Genetic Counseling
Genetic Counseling for Adults With Congenital Heart Disease
Two of the most common questions after the birth of a child with a heart defect are: “Why did this occur?” and “What’s the risk of having more children with heart defects?” These same questions arise when a person with congenital heart disease considers starting a family. Evaluating this risk is part of genetic counseling.

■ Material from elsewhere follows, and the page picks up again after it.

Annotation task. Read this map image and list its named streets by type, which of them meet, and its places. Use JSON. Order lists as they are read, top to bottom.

Cause of Congenital Heart Disease
The heart is one of the earliest organs to completely form in a fetus. This allows blood to be pumped to the developing embryo. The heart is completely formed by about eight weeks after conception. Heart development involves a number of complex steps that must occur at certain times. When these don’t occur, a wide variety of defects can result. Much remains unknown about the exact origin of most heart defects, but many known factors might be related to them.
Maternal Factors
The mother’s good health affects the infant’s overall well-being. It can influence such things as premature delivery and the size of the baby. But birth defects of the heart may occur despite good health and a normal pregnancy. Mothers often may feel guilty that they caused the child’s defect. Usually this isn’t the case. However, maternal illnesses such as diabetes have been linked to a slightly increased incidence of birth defects, including heart defects.

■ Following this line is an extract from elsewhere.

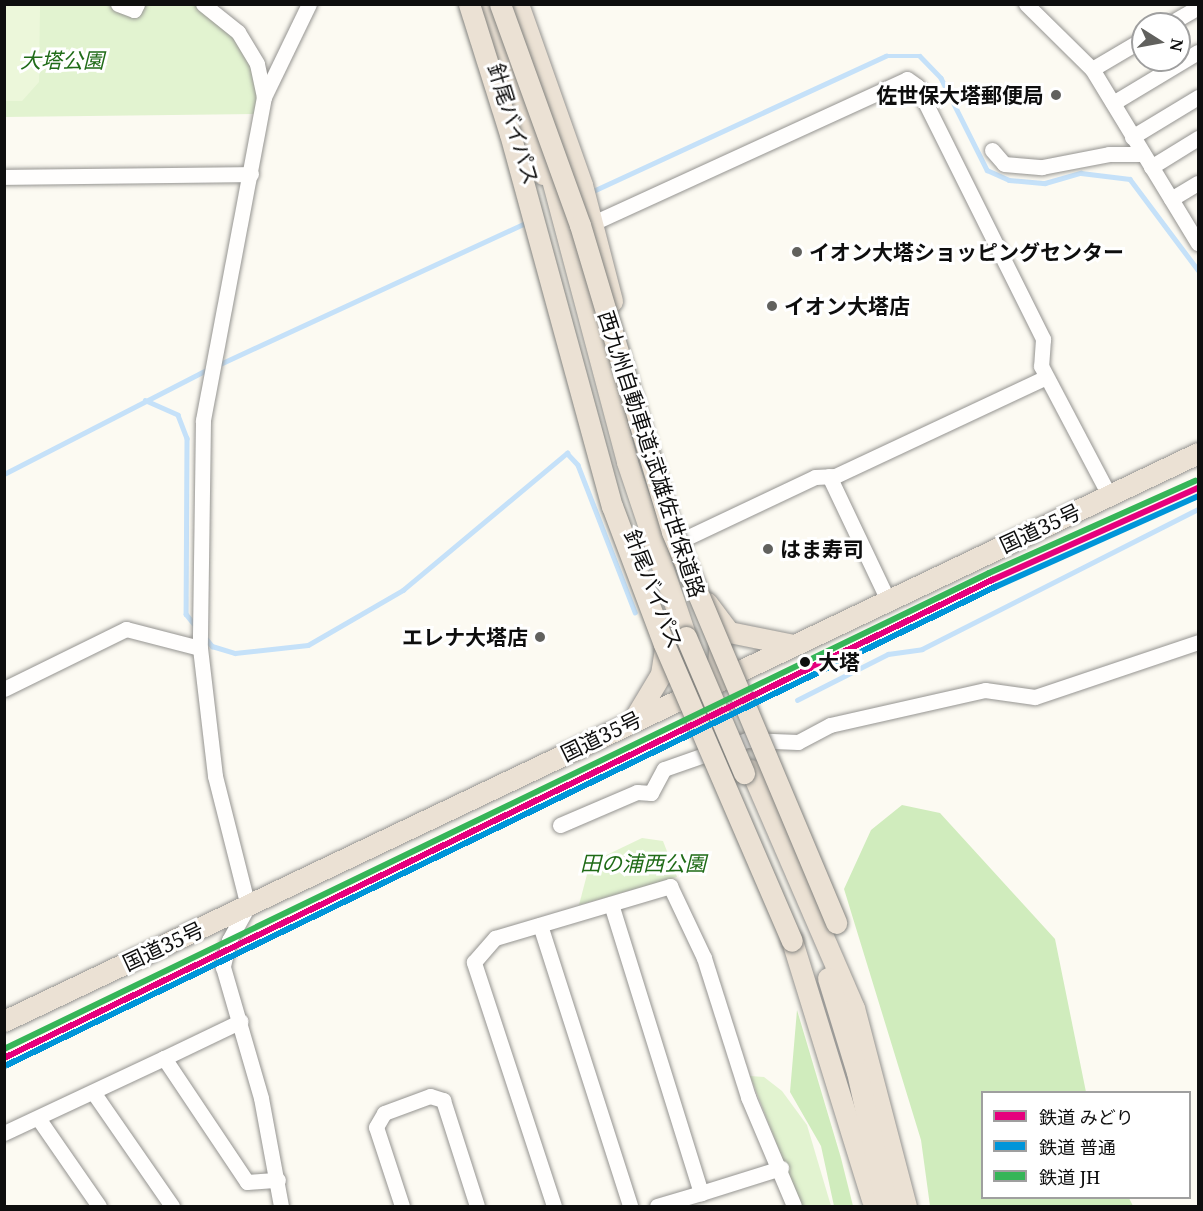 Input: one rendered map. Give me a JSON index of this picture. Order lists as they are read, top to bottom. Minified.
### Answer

People with congenital heart disease are at greater risk of having a child with a heart defect. This is true whether the affected person is the father or the mother. The frequency of disease increases from less than 1 percent in the general population to 2-20 percent when a parent is affected. There also seems to be a difference depending upon the nature of the parent’s defect. Defects such as coarctation of the aorta or aortic valve stenosis have the greatest risk of occurring in the child. Each time another close family member is also affected, the risk increases even more.
Chromosomal Factors
Most people with congenital heart disease have normal chromosomes. People with Down syndrome (trisomy 21) and other chromosomal anomalies such as other trisomies or Turner’s syndrome, have a high incidence of heart defects related to their syndrome. If they can conceive, these people can expect their offspring to have a high likelihood of the same syndrome and heart disease.

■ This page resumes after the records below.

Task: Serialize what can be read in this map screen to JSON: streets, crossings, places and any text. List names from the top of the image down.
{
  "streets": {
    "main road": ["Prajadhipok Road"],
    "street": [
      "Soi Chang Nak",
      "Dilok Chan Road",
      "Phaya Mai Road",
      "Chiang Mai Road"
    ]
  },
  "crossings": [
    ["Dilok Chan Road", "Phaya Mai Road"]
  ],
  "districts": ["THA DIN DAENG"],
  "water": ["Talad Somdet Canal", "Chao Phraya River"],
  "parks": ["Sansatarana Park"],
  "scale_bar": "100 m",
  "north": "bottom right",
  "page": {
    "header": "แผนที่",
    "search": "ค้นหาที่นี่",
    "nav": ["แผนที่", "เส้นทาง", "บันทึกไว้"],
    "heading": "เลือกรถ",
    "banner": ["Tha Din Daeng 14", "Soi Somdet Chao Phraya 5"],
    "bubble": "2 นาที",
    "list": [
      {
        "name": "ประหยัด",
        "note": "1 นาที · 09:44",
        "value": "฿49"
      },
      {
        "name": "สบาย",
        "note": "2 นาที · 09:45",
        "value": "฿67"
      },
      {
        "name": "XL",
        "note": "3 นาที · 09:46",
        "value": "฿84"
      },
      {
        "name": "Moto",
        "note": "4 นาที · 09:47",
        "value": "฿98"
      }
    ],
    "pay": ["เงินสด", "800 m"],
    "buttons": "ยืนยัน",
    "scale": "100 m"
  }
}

There are more subtle chromosomal abnormalities, such as 22q11 deletion (Di George syndrome), that are just now being discovered. These may significantly affect the ability to predict the presence of heart disease in some people.
As the science of genetics and our ability to understand and define the genetic code improves, more definite answers to the genetics of congenital heart disease may be revealed.
Exposure to Substances
A mother’s exposure to certain prescription medications, industrial chemicals or solvents, ionizing radiation (X-ray), alcohol, viral infections such as rubella (German measles), and possibly recreational drugs, leads to a higher incidence of heart disease. Often the particular exposure and its risk are known. Yet, this is a particularly difficult area for predicting how big the risk is. It may depend upon the extent of exposure, timing of exposure relative to the pregnancy and unknown maternal factors that make some people more susceptible to a particular agent. That’s why you should avoid these potentially toxic agents.
Genetic Counseling
In most cases, having congenital heart disease shouldn’t stop you from having a family. But realize that you’re at greater risk for having children with heart defects, and that if defects occur, they’re most often like your own. The severity of the defect may vary, and this may have a profound impact on the child. Further testing, such as chromosome analysis before pregnancy or amniocentesis during pregnancy, may be recommended. Most often a fetal echocardiogram done by a specialist such as a pediatric cardiologist familiar with imaging congenital heart disease will be indicated.